RAP also reviewed a number of real time pricing tariffs and, while we did not identify one in particular that we would classify as best practice, we did identify lessons learned from Texas, Illinois, Georgia, and Maryland that will be useful to the CPUC as it considers RTP optional tariffs. We suggest designing an RTP option that builds from our TOU plus CPP recommendation, and propose the following simple initial design:
• A wholesale energy cost component, charged on a per kWh basis, that fluctuates hourly. This would be based on the relevant CAISO zonal locational marginal price and would replace the “production cost” component of our recommendation above.
• Transmission costs and distribution costs would be collected in the same way that they are collected under our recommendation above, as would any generation capacity costs that aren’t accounted for in wholesale rates.
Note that this design would not achieve the full benefits of an ideal RTP approach. In particular, this would not include comprehensive price signals reflecting conditions on the local distribution network. Instead, the hourly pricing innovation here is increased exposure of end users to existing CAISO wholesale prices.

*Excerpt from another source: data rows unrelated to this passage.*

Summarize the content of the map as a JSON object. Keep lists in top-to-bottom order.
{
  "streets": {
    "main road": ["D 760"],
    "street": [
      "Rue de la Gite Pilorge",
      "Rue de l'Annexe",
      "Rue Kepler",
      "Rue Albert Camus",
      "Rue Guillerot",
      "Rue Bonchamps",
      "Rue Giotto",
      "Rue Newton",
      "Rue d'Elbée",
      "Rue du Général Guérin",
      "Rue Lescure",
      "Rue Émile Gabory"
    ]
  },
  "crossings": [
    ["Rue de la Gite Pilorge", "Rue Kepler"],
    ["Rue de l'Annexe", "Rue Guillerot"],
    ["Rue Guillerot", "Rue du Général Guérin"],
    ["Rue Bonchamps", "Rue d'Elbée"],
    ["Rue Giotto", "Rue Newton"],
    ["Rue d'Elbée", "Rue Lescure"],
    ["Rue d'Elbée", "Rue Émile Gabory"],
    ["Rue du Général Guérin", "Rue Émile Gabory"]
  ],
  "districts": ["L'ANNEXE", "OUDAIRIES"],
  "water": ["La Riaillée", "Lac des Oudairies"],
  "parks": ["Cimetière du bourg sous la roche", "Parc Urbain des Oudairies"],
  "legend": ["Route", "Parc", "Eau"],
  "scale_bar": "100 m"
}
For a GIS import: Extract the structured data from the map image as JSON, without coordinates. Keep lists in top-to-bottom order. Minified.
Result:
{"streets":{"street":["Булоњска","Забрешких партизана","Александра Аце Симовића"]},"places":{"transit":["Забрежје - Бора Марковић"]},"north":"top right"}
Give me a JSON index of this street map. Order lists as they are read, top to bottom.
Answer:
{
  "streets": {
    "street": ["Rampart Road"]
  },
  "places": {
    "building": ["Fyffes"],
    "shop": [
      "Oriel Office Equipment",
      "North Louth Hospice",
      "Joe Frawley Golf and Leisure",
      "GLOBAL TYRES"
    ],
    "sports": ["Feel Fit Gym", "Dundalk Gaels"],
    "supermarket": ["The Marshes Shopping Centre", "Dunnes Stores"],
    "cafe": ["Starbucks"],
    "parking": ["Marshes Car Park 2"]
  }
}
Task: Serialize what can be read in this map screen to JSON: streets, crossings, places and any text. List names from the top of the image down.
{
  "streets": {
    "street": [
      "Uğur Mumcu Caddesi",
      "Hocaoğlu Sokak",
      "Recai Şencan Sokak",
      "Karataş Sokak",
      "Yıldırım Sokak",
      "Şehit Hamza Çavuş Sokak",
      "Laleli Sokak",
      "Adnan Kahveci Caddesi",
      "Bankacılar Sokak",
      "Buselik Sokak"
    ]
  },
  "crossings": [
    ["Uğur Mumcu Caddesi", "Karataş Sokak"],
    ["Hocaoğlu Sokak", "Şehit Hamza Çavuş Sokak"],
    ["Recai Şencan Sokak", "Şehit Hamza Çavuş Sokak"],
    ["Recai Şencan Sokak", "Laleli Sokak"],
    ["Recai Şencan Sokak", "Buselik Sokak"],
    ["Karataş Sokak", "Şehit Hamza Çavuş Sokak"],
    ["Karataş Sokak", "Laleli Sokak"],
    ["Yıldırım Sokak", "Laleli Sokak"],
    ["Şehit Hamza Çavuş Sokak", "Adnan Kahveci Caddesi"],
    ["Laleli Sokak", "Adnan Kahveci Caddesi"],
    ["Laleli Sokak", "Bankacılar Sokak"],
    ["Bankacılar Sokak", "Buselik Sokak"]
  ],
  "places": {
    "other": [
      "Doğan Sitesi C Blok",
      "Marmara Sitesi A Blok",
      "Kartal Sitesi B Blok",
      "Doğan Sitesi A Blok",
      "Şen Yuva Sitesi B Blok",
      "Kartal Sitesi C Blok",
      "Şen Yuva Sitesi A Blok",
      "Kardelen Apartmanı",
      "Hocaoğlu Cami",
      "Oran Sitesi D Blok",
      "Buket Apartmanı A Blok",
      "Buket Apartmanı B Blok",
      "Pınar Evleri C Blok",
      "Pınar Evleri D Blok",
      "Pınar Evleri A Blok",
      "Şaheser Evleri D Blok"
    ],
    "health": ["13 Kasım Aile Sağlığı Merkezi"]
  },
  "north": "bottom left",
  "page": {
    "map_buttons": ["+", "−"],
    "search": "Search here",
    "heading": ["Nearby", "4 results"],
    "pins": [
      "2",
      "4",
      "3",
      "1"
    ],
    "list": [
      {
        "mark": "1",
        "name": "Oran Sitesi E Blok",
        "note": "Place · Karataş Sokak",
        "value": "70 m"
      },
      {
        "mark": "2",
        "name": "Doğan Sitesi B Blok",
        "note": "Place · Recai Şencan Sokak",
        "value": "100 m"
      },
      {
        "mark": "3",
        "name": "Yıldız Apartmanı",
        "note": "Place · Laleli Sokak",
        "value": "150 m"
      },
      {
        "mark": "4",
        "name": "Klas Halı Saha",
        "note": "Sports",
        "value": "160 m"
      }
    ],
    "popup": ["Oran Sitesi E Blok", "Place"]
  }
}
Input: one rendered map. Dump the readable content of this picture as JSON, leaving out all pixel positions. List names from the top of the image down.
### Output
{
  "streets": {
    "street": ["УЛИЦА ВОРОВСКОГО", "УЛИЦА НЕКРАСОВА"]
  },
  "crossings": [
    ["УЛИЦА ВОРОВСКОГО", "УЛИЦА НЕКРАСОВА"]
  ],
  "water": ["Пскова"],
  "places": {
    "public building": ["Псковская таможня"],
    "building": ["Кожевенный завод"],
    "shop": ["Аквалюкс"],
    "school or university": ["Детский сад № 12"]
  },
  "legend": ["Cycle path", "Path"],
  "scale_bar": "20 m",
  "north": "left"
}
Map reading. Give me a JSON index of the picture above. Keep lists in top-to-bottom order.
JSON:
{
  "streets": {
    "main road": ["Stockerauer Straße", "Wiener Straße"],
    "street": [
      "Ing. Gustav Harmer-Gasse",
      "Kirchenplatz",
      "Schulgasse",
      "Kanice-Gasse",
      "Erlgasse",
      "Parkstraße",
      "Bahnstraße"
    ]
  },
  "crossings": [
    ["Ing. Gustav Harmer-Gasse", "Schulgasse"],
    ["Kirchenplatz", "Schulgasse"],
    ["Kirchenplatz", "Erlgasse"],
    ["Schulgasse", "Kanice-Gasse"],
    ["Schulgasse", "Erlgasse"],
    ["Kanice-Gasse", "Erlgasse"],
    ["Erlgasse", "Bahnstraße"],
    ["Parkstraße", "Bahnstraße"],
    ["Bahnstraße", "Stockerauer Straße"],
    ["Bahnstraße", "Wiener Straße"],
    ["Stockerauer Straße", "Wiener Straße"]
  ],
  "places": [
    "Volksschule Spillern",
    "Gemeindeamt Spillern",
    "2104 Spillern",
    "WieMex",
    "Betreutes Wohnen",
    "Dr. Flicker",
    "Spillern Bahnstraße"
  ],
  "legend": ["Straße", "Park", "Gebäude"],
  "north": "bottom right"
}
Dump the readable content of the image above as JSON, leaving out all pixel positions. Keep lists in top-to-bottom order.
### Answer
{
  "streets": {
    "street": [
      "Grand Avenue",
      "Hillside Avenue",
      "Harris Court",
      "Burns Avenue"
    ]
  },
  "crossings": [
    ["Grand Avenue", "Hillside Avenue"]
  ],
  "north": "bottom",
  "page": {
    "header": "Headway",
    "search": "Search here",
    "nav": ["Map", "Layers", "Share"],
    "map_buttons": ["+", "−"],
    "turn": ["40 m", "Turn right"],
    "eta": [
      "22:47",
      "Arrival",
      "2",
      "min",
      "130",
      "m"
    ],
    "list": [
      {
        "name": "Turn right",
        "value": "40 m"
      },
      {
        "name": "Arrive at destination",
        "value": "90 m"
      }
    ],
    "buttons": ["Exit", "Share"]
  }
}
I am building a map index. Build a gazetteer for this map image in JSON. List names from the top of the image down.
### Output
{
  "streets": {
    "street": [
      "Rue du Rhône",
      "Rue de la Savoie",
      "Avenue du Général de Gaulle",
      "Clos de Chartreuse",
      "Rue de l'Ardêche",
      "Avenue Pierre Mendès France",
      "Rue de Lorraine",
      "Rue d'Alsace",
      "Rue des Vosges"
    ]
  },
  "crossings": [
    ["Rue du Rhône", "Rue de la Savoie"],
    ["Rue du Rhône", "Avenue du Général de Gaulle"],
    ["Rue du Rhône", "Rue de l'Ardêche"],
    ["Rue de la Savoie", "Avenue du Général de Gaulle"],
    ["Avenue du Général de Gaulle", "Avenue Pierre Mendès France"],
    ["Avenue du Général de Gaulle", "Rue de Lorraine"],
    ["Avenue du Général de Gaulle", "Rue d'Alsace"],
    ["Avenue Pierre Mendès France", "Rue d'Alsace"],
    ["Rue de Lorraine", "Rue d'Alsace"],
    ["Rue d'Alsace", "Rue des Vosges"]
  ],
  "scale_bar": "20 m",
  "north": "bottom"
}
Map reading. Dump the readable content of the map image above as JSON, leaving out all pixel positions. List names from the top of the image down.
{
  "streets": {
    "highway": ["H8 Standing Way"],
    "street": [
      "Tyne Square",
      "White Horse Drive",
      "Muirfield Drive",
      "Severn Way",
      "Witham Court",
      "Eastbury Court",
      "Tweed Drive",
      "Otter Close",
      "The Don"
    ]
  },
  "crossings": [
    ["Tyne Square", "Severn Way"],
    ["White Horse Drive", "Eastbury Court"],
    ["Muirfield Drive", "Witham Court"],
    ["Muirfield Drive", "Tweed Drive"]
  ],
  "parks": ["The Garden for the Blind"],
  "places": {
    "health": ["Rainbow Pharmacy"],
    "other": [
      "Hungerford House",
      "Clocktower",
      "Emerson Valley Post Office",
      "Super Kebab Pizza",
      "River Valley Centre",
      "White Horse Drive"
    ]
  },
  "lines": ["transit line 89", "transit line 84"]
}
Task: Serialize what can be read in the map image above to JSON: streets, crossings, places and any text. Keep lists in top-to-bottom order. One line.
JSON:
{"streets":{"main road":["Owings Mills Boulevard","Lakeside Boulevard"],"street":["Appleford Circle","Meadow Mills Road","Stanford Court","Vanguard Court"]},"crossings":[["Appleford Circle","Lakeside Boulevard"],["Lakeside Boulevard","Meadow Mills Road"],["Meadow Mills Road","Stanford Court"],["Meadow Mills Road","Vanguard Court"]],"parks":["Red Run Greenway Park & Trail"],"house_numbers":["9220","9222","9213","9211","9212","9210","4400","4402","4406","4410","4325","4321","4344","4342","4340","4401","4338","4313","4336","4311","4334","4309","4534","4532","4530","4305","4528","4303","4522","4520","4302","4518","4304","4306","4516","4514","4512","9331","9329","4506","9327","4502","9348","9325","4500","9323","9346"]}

Over time, as California introduces new approaches that animate the value stack for resources at the distribution level, new rate designs will be able to incorporate more complex and comprehensive RTP components…
Introduction…Rate Design Foundations, Ascending Technologies, and California Policy…Principles for Smart Non-Residential Rate Design…Non-Residential Rate Design in California Today…What Can We Learn from Others About Effective Rate Design…Concluding Recommendations…Appendix A: Some Important Rate Design History…Appendix B: Traditional Cost of Service Methods and Their Application to Rate Design…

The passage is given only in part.